### To do:
The answer must consist of each line below that holds the word "font", copied as it stands.

### Collected data:
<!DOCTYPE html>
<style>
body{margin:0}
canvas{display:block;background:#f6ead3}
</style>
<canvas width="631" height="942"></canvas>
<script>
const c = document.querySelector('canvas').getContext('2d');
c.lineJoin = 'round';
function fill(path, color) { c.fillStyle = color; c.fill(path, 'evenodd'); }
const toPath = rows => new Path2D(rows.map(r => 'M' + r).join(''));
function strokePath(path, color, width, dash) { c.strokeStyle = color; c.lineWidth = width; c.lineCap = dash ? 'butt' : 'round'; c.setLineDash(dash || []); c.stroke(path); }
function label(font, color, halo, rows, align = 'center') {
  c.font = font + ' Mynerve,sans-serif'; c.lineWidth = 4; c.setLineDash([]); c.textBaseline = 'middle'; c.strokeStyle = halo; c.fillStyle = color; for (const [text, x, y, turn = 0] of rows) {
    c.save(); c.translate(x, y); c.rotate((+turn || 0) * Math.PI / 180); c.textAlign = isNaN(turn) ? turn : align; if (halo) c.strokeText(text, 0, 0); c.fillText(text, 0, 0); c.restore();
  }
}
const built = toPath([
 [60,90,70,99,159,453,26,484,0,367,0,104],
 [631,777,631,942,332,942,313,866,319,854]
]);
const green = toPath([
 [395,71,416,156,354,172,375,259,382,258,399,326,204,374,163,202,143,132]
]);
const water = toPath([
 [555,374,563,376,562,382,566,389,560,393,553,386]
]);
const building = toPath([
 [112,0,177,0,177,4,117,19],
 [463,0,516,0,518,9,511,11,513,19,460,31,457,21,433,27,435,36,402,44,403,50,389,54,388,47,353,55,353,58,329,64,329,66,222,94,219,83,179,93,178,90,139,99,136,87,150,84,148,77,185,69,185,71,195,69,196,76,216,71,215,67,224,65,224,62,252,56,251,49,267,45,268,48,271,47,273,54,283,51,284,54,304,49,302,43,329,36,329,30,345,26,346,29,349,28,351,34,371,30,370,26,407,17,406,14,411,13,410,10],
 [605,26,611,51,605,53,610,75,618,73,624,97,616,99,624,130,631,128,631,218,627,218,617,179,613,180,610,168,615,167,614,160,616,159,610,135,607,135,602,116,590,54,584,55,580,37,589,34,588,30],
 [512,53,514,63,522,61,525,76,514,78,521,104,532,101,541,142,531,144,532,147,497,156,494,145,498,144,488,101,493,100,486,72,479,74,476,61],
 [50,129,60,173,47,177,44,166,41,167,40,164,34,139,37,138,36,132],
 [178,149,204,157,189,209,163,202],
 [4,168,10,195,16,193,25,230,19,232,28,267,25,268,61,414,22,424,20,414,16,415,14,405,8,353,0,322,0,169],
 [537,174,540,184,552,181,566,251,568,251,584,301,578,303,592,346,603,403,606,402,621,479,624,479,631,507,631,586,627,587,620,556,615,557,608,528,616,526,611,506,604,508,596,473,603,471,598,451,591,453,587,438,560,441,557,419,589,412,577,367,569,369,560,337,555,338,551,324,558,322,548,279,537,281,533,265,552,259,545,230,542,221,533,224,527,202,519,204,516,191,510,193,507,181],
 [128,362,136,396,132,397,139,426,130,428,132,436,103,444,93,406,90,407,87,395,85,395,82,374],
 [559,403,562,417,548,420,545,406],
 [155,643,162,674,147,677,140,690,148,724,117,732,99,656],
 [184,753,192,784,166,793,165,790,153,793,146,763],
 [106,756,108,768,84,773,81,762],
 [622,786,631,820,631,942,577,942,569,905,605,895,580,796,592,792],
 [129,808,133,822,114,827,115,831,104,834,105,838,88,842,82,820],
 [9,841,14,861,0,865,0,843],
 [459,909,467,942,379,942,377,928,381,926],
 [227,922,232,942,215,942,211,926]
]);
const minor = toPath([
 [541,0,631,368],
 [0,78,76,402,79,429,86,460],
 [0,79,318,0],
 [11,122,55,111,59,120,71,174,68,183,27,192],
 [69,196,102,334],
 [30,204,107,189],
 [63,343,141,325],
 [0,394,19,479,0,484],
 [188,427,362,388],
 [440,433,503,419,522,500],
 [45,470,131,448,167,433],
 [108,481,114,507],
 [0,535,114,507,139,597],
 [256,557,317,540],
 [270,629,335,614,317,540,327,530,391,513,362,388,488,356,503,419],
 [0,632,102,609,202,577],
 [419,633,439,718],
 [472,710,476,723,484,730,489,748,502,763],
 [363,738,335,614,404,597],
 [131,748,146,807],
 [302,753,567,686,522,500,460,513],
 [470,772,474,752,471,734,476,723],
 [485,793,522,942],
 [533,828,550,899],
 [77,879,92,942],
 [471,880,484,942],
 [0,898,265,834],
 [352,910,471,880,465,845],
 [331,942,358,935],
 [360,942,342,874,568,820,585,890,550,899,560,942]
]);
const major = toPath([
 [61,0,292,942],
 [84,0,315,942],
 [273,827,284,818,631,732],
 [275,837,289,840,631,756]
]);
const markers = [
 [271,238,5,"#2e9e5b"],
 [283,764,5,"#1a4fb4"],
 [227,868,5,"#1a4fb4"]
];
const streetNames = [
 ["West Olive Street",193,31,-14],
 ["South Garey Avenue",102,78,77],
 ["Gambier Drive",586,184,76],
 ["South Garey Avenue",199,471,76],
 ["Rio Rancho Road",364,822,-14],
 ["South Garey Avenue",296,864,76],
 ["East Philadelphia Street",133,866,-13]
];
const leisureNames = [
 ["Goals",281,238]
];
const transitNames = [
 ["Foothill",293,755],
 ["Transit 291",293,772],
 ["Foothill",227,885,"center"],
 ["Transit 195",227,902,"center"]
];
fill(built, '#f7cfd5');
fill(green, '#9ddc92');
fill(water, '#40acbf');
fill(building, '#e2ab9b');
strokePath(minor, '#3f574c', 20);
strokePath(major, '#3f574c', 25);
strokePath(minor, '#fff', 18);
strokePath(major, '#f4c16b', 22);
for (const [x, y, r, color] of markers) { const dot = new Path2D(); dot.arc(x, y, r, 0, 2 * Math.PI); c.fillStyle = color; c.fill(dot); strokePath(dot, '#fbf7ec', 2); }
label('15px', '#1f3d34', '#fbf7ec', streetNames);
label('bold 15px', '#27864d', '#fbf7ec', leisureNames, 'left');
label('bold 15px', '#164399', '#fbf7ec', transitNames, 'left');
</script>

### Task response:
function label(font, color, halo, rows, align = 'center') {
  c.font = font + ' Mynerve,sans-serif'; c.lineWidth = 4; c.setLineDash([]); c.textBaseline = 'middle'; c.strokeStyle = halo; c.fillStyle = color; for (const [text, x, y, turn = 0] of rows) {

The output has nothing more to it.